Roses are the epitome of a well-kept and well-adorned garden and with so many types, there’s one to suit a range of situations. With so many roses on the market though, it can be bamboozling what to go for. Rest assured - here’s a helpful summary so you can make the best decision for the type you want.
What type of rose for me?
These roses have been bred to produce rich, bold individual blooms that unfurl throughout the summer, often giving off intoxicating fragrance and acting as a magnet to insects on the wing.
The charm of this category of rose comes from the clusters of many blooms borne from one flowerstem. They are repeat-flowering so you’ll enjoy the floral display all summer long. Fragrant floribundas are a delight to the nose as well as the eyes.
Want to add vertical impact to your garden? Decorate walls, fences or structures with climbing roses. They can soften stark walls or divert attention away from nearby eyesores. They’ll also bring fragrance to head-height - which is an added bonus to you.

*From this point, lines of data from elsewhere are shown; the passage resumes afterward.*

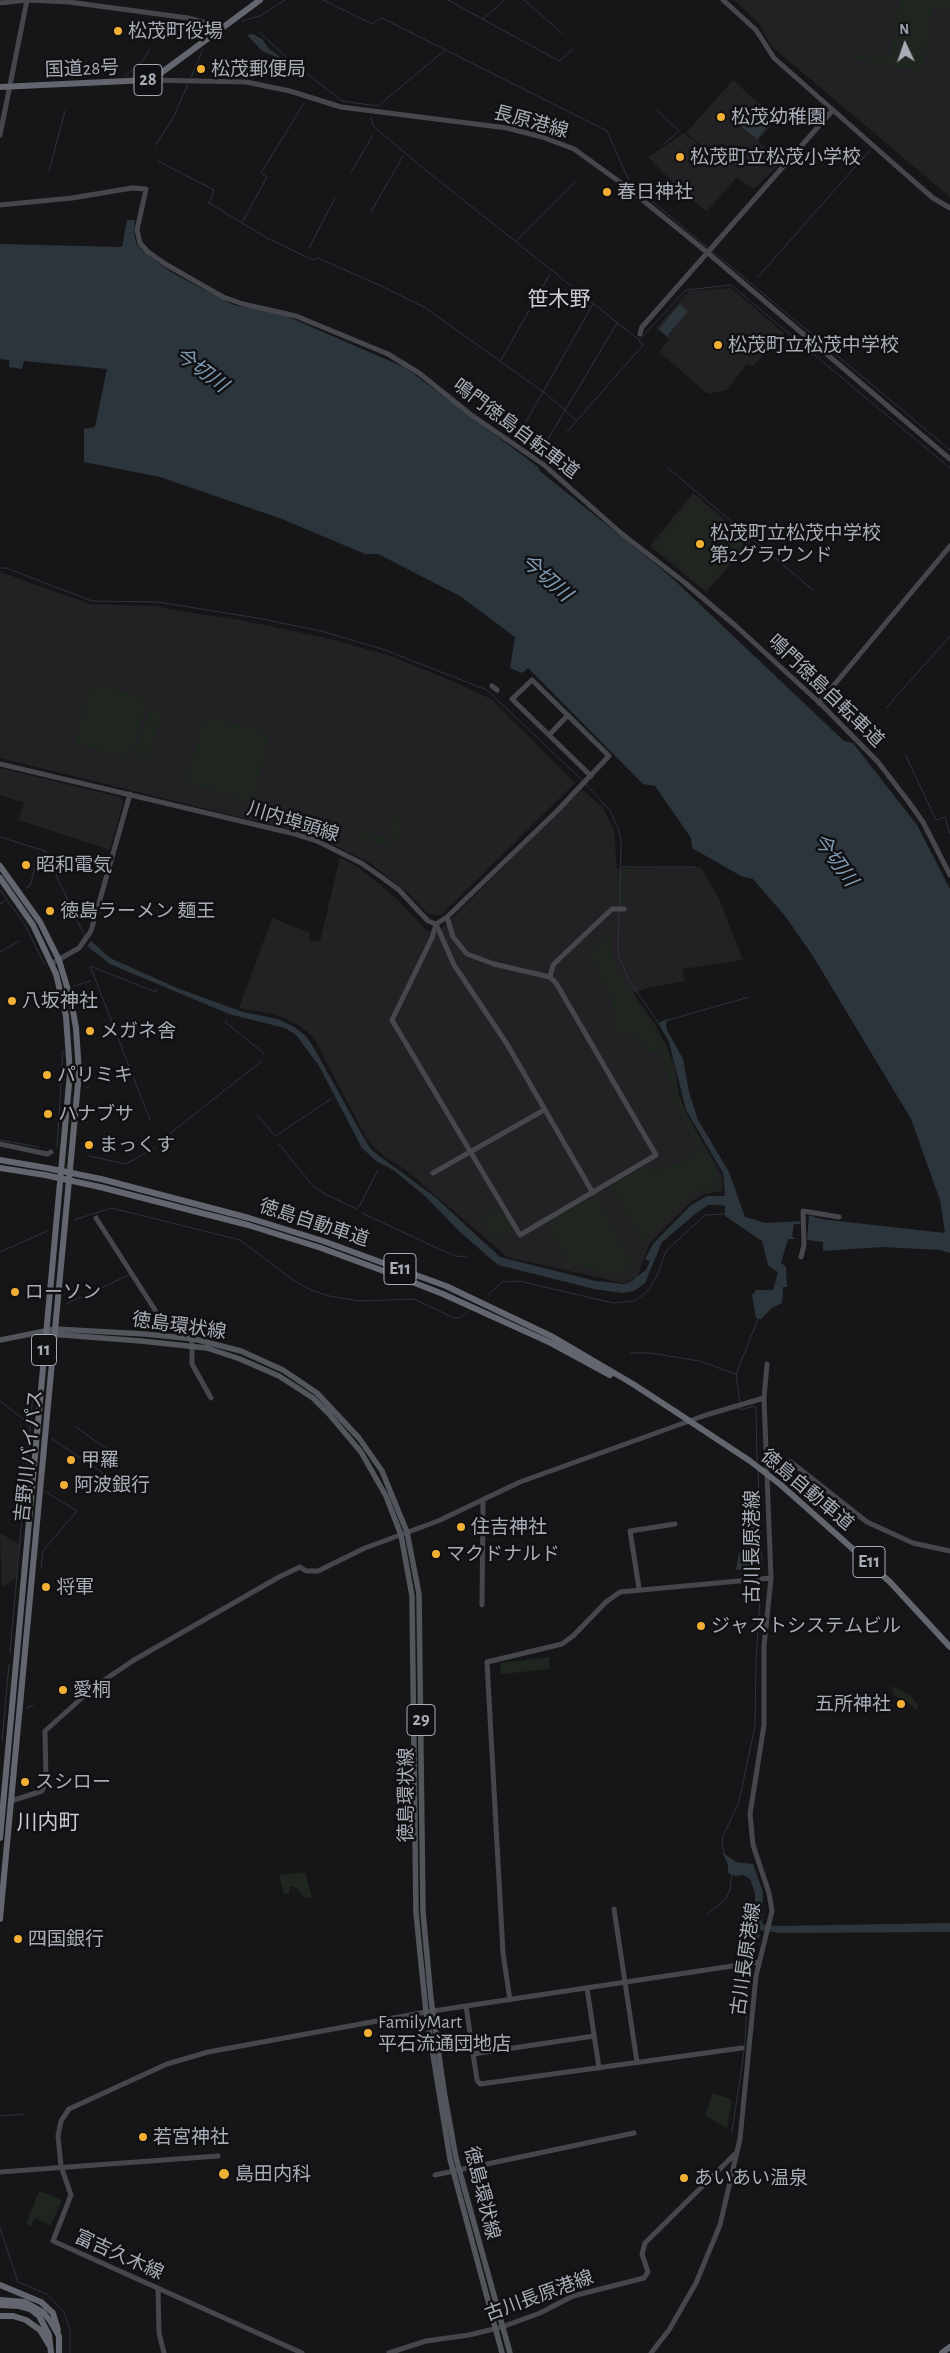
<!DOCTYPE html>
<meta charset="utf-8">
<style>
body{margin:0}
#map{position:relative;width:950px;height:2353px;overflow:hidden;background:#161618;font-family:"Alegreya Sans",sans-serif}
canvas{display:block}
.north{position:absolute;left:880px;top:20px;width:50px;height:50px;-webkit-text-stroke:4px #111113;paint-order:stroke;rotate:357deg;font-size:14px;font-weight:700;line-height:20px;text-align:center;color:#a8adb8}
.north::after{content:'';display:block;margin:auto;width:18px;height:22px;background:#a8adb8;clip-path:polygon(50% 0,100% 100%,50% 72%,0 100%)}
</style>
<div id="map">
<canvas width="950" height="2353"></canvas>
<div class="north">N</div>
</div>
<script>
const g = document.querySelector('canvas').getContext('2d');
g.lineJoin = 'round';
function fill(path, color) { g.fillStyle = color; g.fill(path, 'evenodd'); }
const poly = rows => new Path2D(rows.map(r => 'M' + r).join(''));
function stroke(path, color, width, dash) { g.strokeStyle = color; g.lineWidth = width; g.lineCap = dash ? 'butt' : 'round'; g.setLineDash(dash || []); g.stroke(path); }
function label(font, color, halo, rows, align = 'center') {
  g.font = font + ' "Alegreya Sans","Noto Sans JP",sans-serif'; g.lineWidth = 5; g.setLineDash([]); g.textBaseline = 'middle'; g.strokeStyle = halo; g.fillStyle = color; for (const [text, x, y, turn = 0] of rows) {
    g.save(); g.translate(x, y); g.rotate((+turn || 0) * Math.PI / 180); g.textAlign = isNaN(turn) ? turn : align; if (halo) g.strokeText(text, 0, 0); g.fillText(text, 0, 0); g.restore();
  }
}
fill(poly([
 [734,0,950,0,950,197,771,46,760,24],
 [733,80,757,102,751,109,758,102,777,118,758,141,782,163,753,189,737,177,707,211,684,194,648,157,684,133,712,157,713,155,686,133],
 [731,288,784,333,753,366,747,364,727,390,708,394,659,352,669,339,656,328,689,291],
 [693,493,751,542,706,592,650,546],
 [0,572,90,604,158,606,172,610,241,620,326,638,388,655,452,681,491,699,575,783,441,915,428,914,410,895,370,863,316,836,0,758],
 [0,768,120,797,123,802,110,850,19,820,24,803,0,795],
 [582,789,603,808,614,830,617,869,701,867,720,901,743,960,682,969,685,981,648,988,633,993,655,1024,667,1047,675,1067,679,1095,688,1118,722,1175,723,1185,722,1191,705,1194,692,1201,666,1226,650,1243,637,1277,623,1283,507,1257,406,1170,385,1157,373,1146,366,1137,315,1040,308,1032,297,1024,274,1014,239,1008,272,918,310,933,309,940,320,942,340,857,359,868,395,897,427,931,436,934],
 [0,1533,19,1544,16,1578,2,1587]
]), '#222225');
fill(poly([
 [900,0,950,0,950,9,933,6,922,71,851,59,857,53,890,58],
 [692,502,698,502,746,541,705,588,654,545],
 [92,683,147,699,130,759,75,743],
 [150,708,162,712,148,758,136,754],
 [209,718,270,733,253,802,186,782,203,725],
 [395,816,402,816,397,844,389,836],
 [360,831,389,839,392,845,412,854,358,837],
 [622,869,646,869,627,872,626,905,621,904],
 [611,932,611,954,618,971,666,1047,674,1073,678,1097,715,1167,719,1188,691,1193,642,1242,611,1185,640,1168,660,1170,686,1160,700,1151,673,1100,661,1049,656,1053,649,1051,634,1035,615,1030,612,997,600,977,591,952],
 [591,1198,599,1199,633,1266,620,1275,571,1265,548,1226,548,1222],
 [500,1208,513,1232,493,1241,481,1219],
 [549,1657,550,1669,501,1674,500,1663],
 [892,1686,910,1695,917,1704,917,1710,906,1701,894,1695],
 [305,1872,312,1898,303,1897,297,1888,290,1886,289,1894,284,1894,279,1875],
 [713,2093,732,2100,727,2129,705,2115],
 [39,2191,62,2200,51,2225,35,2218,31,2226,26,2224]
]), '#1e261f');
fill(poly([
 [253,34,263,40,268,48,284,60,262,51,247,35],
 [757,103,775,118,757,139,738,124],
 [127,220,135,220,134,232,136,243,143,251,171,272,197,286,234,305,284,315,406,368,538,467,541,472,669,575,844,741,853,743,917,825,950,889,950,1253,940,1250,882,1247,823,1251,823,1242,807,1240,809,1215,821,1219,945,1233,940,1200,911,1119,813,956,785,916,753,879,741,876,692,848,691,838,655,786,643,784,528,668,522,673,510,668,515,637,460,596,378,554,365,554,282,519,160,477,84,462,84,429,95,427,107,369,24,361,22,369,9,367,9,360,0,359,0,244,122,247],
 [680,304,688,311,667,336,659,329],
 [91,941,110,958,177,988,243,1012,278,1019,294,1027,306,1036,314,1048,360,1131,370,1148,378,1155,435,1197,500,1257,596,1281,624,1284,630,1282,646,1270,650,1261,645,1259,653,1244,691,1205,707,1196,725,1196,723,1173,686,1110,669,1042,658,1023,668,1019,666,1024,667,1030,683,1059,689,1092,698,1120,729,1172,745,1217,766,1223,801,1221,800,1224,794,1224,792,1237,796,1239,788,1239,781,1263,786,1267,787,1287,783,1287,782,1303,772,1308,761,1319,756,1318,752,1295,756,1290,773,1290,778,1273,768,1265,762,1241,725,1216,725,1206,718,1205,708,1205,695,1214,662,1242,645,1283,634,1291,622,1293,594,1289,498,1265,460,1232,425,1196,393,1170,376,1161,362,1148,319,1066,296,1035,285,1028,229,1014,110,964,87,946],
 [751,1527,755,1527,755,1569,736,1570,739,1554,743,1549,743,1541],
 [722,1852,736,1862,753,1864,763,1892,762,1924,776,1926,950,1923,950,1932,779,1933,760,1930,759,1938,754,1939,751,1946,748,1944,753,1932,751,1927,755,1923,755,1893,750,1879,743,1875,735,1876,728,1873,728,1865]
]), '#2c353c');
stroke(poly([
 [323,0,372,24,382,18,607,131,630,183,708,248],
 [448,0,559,61,573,49],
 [524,0,562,33],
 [483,19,505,0],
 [242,21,260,16,285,0],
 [258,31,287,58,342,101,378,106,444,51],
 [124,77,143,61,149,50],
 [191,78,203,49],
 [657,110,679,131,664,144],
 [371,118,373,126,422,167,639,340],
 [156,145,174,116,188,84],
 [158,161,214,190,209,203,267,238,313,260,318,258,379,285,424,307,545,393,576,420],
 [49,171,65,111],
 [351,172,373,135],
 [371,212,403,156],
 [243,221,267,177,261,173,304,103],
 [516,241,576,181],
 [309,248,335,198],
 [711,250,950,450],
 [757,278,870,150],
 [501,360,550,274],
 [566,433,643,345,639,340,686,290,731,285,950,468],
 [515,441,593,304],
 [538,456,617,323],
 [668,468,813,590],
 [0,568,6,568,92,601,158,602,257,618,321,631,385,650,487,690,583,781],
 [886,708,950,636],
 [905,754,936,820,945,817,950,834],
 [586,784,610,811,618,828,621,841,620,906],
 [0,837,45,851,85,937],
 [621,867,695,867],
 [26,888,30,886,39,853],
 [0,890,25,925,44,964],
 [0,904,6,900],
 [619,910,618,951,620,959,629,981,658,1022],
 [0,952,19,941],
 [74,986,91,981],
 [226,1020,225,1022,265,1054],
 [668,1020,749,997],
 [86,1088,90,1086],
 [257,1115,275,1136,331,1099],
 [81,1116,87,1123],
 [150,1120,90,966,156,992,157,989],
 [163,1139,262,1061],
 [0,1140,39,1147],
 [278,1143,313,1186,325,1194,357,1209],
 [57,1147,63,1051],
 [89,1156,126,1164,155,1148],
 [359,1207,378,1170],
 [362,1213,439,1249,456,1256,467,1257],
 [74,1220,111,1208,136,1214,240,1240,293,1280,311,1290,329,1296,359,1301,414,1299,454,1318,460,1318,469,1311],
 [0,1252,47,1231],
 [487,1296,502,1282,519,1281,613,1303,635,1301,649,1290,657,1275,666,1251,705,1215,725,1214],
 [66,1304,129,1275],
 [630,1353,651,1353,699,1361,736,1374],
 [0,1401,30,1424],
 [740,1404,736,1374,758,1319],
 [740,1408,740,1410,754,1406,756,1408,757,1462],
 [76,1427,118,1457],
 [52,1439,103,1473],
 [758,1471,762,1570],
 [46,1492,77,1511],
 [41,1567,43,1551,76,1512],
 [10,1653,33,1393],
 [26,1708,33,1705],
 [2,1741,9,1665],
 [724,1853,722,1844,723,1836,739,1802,755,1726,756,1659,761,1585],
 [707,1914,725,1900,730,1890,732,1873],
 [0,2116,24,2114],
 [732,2132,745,2044,748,1972],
 [0,2228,18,2282,47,2294,64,2312,70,2329,70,2353]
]), '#2c353c', 1);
stroke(poly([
 [723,0,756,30,774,58,902,171,933,198,950,208],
 [0,3,27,0,69,2,188,18,222,27],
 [148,80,246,82,290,91,341,107,507,128,542,137,574,149,624,185,708,253,950,459],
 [0,135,27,0],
 [0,205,72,198,132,188,146,189,137,230,140,243,148,252,167,265,223,297,243,304,296,316,388,354,419,373,470,414,544,465,622,534,684,582,737,627,823,706,878,762,908,801,923,822,950,875],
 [640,334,642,327,832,111],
 [492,686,497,690],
 [514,701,591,776],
 [819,703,950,546],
 [550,734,568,715],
 [0,764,295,834,317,841,361,863,380,876,399,890,428,921,436,924,447,917,556,812,609,756,532,680,512,699],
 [436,924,432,938,392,1020,520,1235,656,1155,556,983,550,977,494,964,467,954,453,937,447,917],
 [436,924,454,965,507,1044,593,1193],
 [51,964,79,948,91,931,130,794],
 [550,977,553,965,560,958,612,909,624,909],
 [0,1144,47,1154,51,1152],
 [433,1173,544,1110],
 [96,1218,155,1310,160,1322,192,1329,192,1364,211,1398],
 [801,1257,804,1245,803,1211,839,1217],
 [767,1460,791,1462,867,1522,913,1543,950,1551],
 [639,1588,630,1531,675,1524],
 [482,1605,483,1501],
 [11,1801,42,1791,46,1781,45,1731,94,1687,134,1660,279,1577,300,1567,306,1571,318,1571,365,1548,438,1521,520,1482,706,1415,764,1398],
 [614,1909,637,2062],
 [587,1988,599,2068],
 [510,2000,503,1953,487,1662,562,1644,573,1636,606,1602,620,1592,771,1578],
 [466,2006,477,2080,480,2084,742,2048],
 [473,2054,594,2036],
 [0,2172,218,2156],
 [435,2175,634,2133],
 [158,2289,159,2333,164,2353],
 [302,2353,53,2241,71,2195,61,2166,58,2136,61,2121,69,2109,167,2064,208,2052,426,2012,759,1962],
 [389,2353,426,2341,469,2335,502,2327,540,2313,573,2296,644,2278,648,2272,642,2254,645,2243,737,2152],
 [651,2353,669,2330,696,2283,720,2225,740,2139,756,1976,772,1911,769,1893,753,1845,750,1814,764,1725,764,1646,771,1578,764,1398,767,1364]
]), '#45474d', 5);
stroke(poly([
 [50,1334,141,1341,207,1348,240,1359,279,1376,313,1398,329,1414,361,1452,386,1496,401,1535,412,1596,416,1913,426,2012,450,2159,502,2353],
 [0,1340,55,1329,145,1334,194,1339,241,1351,283,1370,317,1393,359,1438,382,1471,407,1532,419,1594,423,1912,431,1999,444,2091,456,2158,510,2353]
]), '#53555c', 5.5);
stroke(poly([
 [0,87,148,80,161,73,260,0],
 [0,866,40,922,59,960,71,1000,76,1028,79,1073,0,1919],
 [0,878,33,925,56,974,66,1016,70,1073,0,1838],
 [0,1160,47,1168],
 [0,1168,45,1175],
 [101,1179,249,1218,323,1241,446,1286,553,1337,633,1384,676,1412],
 [100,1187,248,1225,321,1248,389,1273,443,1294,551,1343,610,1375],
 [781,1485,890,1582,950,1647],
 [0,2285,41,2302,53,2313,58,2330],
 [0,2300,25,2302,43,2312,51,2322,59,2336,59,2353],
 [0,2305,19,2306,30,2309,39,2316,49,2335,51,2353],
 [0,2316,13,2316,26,2320,40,2330,49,2345],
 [942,2353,950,2347]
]), '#63666e', 6);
stroke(poly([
 [47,1168,101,1179],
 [45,1175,100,1187],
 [676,1412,750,1461,781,1485]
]), '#63666e', 6);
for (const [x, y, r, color] of [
 [118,31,5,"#f2b134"],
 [201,69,5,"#f2b134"],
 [721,117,5,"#f2b134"],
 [680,157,5,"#f2b134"],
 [607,192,5,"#f2b134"],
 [718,345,5,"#f2b134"],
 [700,544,5,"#f2b134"],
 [26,865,5,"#f2b134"],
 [50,911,5,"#f2b134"],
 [12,1001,5,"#f2b134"],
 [90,1031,5,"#f2b134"],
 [47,1075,5,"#f2b134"],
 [48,1114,5,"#f2b134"],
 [89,1145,5,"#f2b134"],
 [15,1292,5,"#f2b134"],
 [71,1460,5,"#f2b134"],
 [64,1485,5,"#f2b134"],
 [461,1527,5,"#f2b134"],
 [436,1554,5,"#f2b134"],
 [46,1587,5,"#f2b134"],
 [701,1626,5,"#f2b134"],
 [63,1690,5,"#f2b134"],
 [901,1704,5,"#f2b134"],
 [25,1782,5,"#f2b134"],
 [18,1939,5,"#f2b134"],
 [368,2033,5,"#f2b134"],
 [143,2137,5,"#f2b134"],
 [224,2174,6,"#f2b134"],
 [684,2178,5,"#f2b134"]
]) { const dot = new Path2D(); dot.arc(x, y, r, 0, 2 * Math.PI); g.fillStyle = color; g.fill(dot); stroke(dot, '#111113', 2); }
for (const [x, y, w] of [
 [148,80,28],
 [400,1269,32],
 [44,1350,25],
 [869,1562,32],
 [421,1720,28]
]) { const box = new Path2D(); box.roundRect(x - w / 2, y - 15.5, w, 31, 4); g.fillStyle = '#111113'; g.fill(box); stroke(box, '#a8adb8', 1); }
label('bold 18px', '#a8adb8', null, [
 ["28",148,80],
 ["E11",400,1269],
 ["11",44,1350],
 ["E11",869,1562],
 ["29",421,1720]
]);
label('19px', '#a8adb8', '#111113', [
 ["松茂町役場",128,31],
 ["松茂郵便局",211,69],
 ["松茂幼稚園",731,117],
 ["松茂町立松茂小学校",690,157],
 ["春日神社",617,192],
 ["松茂町立松茂中学校",728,345],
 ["松茂町立松茂中学校",710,533],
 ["第2グラウンド",710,555],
 ["昭和電気",36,865],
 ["徳島ラーメン 麺王",60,911],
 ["八坂神社",22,1001],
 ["メガネ舎",100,1031],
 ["パリミキ",57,1075],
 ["ハナブサ",58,1114],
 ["まっくす",99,1145],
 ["ローソン",25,1292],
 ["甲羅",81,1460],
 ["阿波銀行",74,1485],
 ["住吉神社",471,1527],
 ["マクドナルド",446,1554],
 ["将軍",56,1587],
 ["ジャストシステムビル",711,1626],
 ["愛桐",73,1690],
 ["五所神社",891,1704,"right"],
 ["スシロー",35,1782],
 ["四国銀行",28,1939],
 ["FamilyMart",378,2022],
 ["平石流通団地店",378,2044],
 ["若宮神社",153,2137],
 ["島田内科",235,2174],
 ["あいあい温泉",694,2178]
], 'left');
label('19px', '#a8adb8', '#111113', [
 ["国道28号",82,69,-2],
 ["長原港線",531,122,15],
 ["鳴門徳島自転車道",516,429,37],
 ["鳴門徳島自転車道",826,691,44],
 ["川内埠頭線",293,822,17],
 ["徳島自動車道",314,1223,18],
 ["徳島環状線",179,1326,8],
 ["吉野川バイパス",29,1456,-84],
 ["徳島自動車道",807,1490,40],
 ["古川長原港線",752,1547,-90],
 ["徳島環状線",406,1795,-90],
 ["古川長原港線",746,1959,-82],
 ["徳島環状線",482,2193,76],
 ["富吉久木線",119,2255,24],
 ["古川長原港線",539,2296,-20]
]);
label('italic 20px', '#7f9bb3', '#111113', [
 ["今切川",201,370,37],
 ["今切川",546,578,41],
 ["今切川",835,860,54]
]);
label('21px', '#c9ccd4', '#111113', [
 ["笹木野",559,300],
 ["川内町",48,1823]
]);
</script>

Now I have my rose, how and where should I plant it?
- Get your rose off to the best start by planting it in optimum conditions. Here’s a rundown for good planting.
- Before you plant your rose, soak the roots in a bucket of cold water for a couple of hours.
- Dig a hole large enough to accommodate the roots without cramping them.
- Loosen the soil at the bottom of the hole and add soil improver for a good head start.
- Position the rose centrally in the planting hole with the graft union level with the soil surface.
- The graft union is the point where a grafted stem is joined to a rootstock; you can recognise this as the bulge towards the bottom of the main stem.
- Position the rose at the same depth as it was at the nursery; this is usually easy to spot because of the dark soil mark on the stem.
- Fill the planting hole with soil to cover the rose’s roots and firm in gently.
- Water well to settle soil around the roots.
- Water all newly planted roses regularly, at least weekly, until well established, and keep the area around your new roses free of weeds which will rob the rose of nutrients in the soil.
How can I keep my rose flowering?
You can enjoy a long-season of roses in summer by dead-heading individual flowers that have started to wither. The rose plant will then put energy into producing more flowers rather than producing seeds in the form of rose-hips.
Roses appreciate a lot of water too, especially during hot spells. Ensure you water each evening or each morning, so not to scorch leaves form the midday sun and lose lots of water through evaporation. Why not kill two birds with one stone and water and feed the rose plant at the same time with a product like sulphate of potash.
Anything else I should know?
If you want your plant to produce lovely flowers year after year, make sure it’s well watered and well fed. Make sure it’s healthy too by pruning out dead, damaged or diseased stems as they arise. A good, robust pair of secateurs will do the job nicely.
At the end of summer it’s wise to prune stems back by about a third. Reducing the length of stems keeps the plant tidy, less congested and less likely to suffer from wind-rock in the winter which loosens the roots and causes the stem to become less stable.
Do this at the end of the season and next year you’ll be rewarded with even more blooms.